May 6, 2022
Tax software giant TurboTax has reached a multi-state settlement to pay back $141 million to low-income customers who were allegedly deceived into paying for tax services they should have gotten for free, according to the New York State Attorney General’s office.
TurboTax, which is owned by Intuit, was accused of aggressively advertising free tax preparation services for years—but then steering customers who were eligible for it into paying for premium services, reports MarketWatch.
From 2016 through 2018, the company was accused of charging 4.4 million customers in all 50 states such fees, the authorities said. The agreement remains subject to court approval.
“Intuit cheated millions of low-income Americans out of free tax filing services they were entitled to,” said New York Attorney General Leticia James. “For years, Intuit misled the most vulnerable among us to make a profit.”
A message sent to representatives for Intuit wasn’t immediately returned.
In March, the Federal Trade Commission filed a lawsuit against the company alleging deceptive advertising. In response to the suit, Intuit insisted that it was up front with its customers about the fees for its services.
James’ office said Intuit offered two free versions of TurboTax. One was through an agreement with the IRS that allowed taxpayers earning less than $34,000 or who were in the military to file their taxes for free. As part of the agreement, the IRS agreed not to create its own competing service.

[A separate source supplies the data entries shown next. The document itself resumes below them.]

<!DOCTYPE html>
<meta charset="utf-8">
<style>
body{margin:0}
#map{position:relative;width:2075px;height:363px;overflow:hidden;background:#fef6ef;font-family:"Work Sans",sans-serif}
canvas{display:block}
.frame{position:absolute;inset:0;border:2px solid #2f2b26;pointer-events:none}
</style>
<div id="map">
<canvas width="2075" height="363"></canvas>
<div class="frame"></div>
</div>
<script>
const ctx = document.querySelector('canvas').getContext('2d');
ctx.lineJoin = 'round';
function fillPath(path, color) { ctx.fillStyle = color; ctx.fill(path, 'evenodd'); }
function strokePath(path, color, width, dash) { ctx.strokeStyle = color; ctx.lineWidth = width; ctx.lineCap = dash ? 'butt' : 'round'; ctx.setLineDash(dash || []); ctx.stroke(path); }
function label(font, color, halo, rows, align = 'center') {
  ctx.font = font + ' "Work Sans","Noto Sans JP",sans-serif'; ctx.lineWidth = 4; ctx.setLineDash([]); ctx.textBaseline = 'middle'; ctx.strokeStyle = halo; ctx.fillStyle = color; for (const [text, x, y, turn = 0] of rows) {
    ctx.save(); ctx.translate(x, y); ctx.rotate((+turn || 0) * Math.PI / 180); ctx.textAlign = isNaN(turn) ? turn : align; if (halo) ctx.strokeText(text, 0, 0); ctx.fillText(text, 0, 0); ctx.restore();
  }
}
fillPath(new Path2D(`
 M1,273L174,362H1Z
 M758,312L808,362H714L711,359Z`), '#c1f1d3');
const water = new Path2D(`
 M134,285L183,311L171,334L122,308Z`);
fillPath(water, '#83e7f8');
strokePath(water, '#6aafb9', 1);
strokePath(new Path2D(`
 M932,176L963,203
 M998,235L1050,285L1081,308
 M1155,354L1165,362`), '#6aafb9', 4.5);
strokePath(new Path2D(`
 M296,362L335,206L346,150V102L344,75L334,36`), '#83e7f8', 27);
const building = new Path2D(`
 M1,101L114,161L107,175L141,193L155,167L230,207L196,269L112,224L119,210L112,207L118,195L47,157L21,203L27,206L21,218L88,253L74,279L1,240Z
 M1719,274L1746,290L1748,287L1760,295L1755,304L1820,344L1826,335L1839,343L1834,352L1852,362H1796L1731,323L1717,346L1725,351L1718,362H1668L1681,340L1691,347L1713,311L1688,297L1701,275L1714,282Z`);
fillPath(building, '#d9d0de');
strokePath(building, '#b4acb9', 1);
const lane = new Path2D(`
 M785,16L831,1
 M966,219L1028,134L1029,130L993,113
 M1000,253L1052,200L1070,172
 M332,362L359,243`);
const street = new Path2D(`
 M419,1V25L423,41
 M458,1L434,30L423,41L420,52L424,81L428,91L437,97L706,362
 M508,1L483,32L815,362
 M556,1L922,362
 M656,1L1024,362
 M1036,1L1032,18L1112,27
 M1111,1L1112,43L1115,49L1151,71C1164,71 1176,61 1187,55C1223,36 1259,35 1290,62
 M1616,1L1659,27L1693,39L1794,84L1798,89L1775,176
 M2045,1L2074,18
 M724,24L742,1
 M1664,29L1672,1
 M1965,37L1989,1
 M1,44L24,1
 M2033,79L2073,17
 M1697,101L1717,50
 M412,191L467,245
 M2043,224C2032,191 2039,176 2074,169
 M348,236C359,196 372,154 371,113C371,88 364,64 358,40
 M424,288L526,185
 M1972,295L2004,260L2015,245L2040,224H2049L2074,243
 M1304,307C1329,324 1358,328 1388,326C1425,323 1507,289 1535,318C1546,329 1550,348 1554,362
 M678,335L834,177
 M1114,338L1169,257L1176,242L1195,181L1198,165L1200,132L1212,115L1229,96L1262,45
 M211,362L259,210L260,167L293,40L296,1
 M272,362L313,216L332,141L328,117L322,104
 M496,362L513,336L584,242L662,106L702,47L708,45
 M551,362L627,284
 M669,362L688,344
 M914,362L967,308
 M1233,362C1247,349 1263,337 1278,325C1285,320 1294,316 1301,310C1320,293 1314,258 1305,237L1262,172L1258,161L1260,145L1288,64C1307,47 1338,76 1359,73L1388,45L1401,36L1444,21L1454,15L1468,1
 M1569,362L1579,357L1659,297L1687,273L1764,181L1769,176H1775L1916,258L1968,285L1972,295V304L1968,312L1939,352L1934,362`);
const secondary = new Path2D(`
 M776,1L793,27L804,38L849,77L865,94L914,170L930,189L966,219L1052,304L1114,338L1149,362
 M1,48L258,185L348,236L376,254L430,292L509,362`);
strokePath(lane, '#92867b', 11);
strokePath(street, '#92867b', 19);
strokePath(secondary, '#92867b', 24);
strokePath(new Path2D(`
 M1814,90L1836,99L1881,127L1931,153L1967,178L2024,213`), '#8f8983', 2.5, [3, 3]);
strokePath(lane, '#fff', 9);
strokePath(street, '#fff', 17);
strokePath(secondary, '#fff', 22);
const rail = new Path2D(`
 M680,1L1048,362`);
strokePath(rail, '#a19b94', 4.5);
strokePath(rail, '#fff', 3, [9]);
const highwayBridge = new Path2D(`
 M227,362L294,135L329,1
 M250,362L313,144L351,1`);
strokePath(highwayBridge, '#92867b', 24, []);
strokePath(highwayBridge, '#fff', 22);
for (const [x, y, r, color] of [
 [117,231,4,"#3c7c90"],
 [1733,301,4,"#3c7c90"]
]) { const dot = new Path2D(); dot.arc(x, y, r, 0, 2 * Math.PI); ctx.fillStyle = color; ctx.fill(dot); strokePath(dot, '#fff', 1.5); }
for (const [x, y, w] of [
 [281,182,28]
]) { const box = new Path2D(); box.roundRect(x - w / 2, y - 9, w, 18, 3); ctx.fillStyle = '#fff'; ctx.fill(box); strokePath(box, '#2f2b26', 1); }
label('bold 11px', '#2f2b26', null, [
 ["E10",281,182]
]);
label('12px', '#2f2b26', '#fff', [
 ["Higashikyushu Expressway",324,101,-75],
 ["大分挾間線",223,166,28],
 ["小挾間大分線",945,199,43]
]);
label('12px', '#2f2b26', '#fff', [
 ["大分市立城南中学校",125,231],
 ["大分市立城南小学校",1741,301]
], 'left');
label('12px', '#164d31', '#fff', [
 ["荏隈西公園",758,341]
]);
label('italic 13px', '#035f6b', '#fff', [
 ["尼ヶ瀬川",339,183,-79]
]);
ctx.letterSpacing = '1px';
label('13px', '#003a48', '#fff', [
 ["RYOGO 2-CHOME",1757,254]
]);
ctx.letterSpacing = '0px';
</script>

The other was a commercial product called “TurboTax Free Edition,” which authorities said was only free to those with what Intuit determined had “simple returns.”
As part of its advertising campaigns, TurboTax would claim sometimes dozens of times in a 30-second commercial that these services were free, authorities said.
But TurboTax was accused of using deceptive practices to push many of its clients who were eligible for the IRS program into using TurboTax’s program. The company’s product was only free for approximately one-third of U.S. taxpayers, whereas the IRS Free File product was free for 70% of taxpayers.
Among the steps THAT Intuit allegedly took were to block search engines from surfacing their page for the IRS program and failing to list the service on its rate card page.
Those who ended up using the TurboTax program often ultimately had to pay a fee of $30 or more, authorities said.
Customers who were deceived between 2016 and 2018 will receive reimbursements of $30 for each year they filed using the pay service under the settlement.
Intuit also agreed to cease its allegedly deceptive advertising, to better disclose the eligibility criteria of its free services; and to stop forcing customers to restart their tax filing, if they switch from a pay to a free service midway, the government said.
Intuit withdrew from its filing partnership with the IRS in 2021.